There are about 10.3 million TIC objects in the ETZ. In order to select nearby main-sequence stars with reliably measured stellar parameters, we limit our search to the CTL. Note that the selection of stars for inclusion in the CTL uses a quantity included in the TIC as the Gaia data quality parameter, described in the beginning of sections 2.3 and 3.1 of Stassun et al. (2019). That parameter is based on the uncertainties in the Gaia photometric and astrometric measurements and is not in itself a flag that appears in the Gaia DR2 catalogue, but instead is derived from tests introduced in the Gaia mission papers. Specifically, it is described with equations 1 and 2 of the DR2 catalogue validation paper (Arenou et al. 2018), which in turn was originally defined in the DR2 HRD paper (Gaia Collaboration 2018), and also in Appendix C of the DR2 astrometric solution paper (Lindegren et al. 2018).

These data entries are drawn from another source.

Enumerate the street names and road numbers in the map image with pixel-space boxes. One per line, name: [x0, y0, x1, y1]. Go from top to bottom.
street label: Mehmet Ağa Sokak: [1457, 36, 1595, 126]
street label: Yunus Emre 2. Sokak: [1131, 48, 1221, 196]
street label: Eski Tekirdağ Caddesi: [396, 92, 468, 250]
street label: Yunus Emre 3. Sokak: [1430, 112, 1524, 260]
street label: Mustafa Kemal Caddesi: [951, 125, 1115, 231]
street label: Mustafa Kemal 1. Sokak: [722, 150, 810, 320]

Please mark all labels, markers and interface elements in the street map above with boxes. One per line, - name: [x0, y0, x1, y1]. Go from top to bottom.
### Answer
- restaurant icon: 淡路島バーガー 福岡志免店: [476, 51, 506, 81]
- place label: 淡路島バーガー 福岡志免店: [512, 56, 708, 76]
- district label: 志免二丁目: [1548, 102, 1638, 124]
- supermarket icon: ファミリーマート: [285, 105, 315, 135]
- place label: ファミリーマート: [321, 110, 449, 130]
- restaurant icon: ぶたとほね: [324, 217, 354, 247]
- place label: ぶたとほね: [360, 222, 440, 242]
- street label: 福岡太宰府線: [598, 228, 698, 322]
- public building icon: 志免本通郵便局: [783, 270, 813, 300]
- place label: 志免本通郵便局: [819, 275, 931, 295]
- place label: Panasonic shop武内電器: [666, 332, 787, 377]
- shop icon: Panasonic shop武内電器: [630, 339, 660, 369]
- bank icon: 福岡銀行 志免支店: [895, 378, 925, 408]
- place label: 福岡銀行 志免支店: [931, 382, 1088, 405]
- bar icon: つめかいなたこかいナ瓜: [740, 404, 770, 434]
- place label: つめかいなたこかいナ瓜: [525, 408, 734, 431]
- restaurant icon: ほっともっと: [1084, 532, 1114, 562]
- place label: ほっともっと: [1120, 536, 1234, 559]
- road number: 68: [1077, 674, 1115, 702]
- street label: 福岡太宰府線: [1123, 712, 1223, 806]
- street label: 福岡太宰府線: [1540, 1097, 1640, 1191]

After the incorporation of DR2 into the TIC, and the release of TIC-8, that quantity was re-cast in a more limited way in the Gaia data set, using only the Gaia astrometric errors and referred to as the renormalized unit weight error (RUWE).¹

We select from all stars in the ETZ, spanning the ecliptic latitudes of −0.264° to +0.264°, from the CTL with distances out to 100 pc, and identify 1004 main-sequence stars. For the subsection of the restricted ETZ with ecliptic latitude of −0.132° to + 0.132°, we find 508 stars which could see Earth transit the Sun for a minimum of 10 h (see https://filtergraph.com/etzstars and carlsaganinstitute.org/data).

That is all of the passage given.